[Dataset items]
* * * *

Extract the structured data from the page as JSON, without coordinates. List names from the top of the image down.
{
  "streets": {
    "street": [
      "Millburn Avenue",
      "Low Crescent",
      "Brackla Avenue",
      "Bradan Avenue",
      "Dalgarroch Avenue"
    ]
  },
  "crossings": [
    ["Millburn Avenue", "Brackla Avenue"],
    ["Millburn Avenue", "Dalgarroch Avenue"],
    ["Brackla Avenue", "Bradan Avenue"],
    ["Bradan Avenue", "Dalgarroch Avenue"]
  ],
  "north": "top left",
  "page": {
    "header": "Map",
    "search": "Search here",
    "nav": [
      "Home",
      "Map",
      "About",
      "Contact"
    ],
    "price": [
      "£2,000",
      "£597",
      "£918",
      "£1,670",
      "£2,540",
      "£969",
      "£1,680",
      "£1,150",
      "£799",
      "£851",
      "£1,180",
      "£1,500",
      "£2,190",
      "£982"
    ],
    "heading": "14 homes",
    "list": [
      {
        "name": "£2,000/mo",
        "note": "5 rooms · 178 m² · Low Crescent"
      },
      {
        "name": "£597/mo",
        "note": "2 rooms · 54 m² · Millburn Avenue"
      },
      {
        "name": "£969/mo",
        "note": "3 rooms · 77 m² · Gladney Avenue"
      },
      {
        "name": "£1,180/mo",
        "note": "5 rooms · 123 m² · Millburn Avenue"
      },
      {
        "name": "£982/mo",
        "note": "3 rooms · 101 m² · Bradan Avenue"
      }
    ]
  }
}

* * * *

* **AIM OF THE TASK**
Your answer should be the lines above that contain the word "rooms", copied out.

* **RESPONSE FOR THIS EXERCISE**
        "note": "5 rooms · 178 m² · Low Crescent"
        "note": "2 rooms · 54 m² · Millburn Avenue"
        "note": "3 rooms · 77 m² · Gladney Avenue"
        "note": "5 rooms · 123 m² · Millburn Avenue"
        "note": "3 rooms · 101 m² · Bradan Avenue"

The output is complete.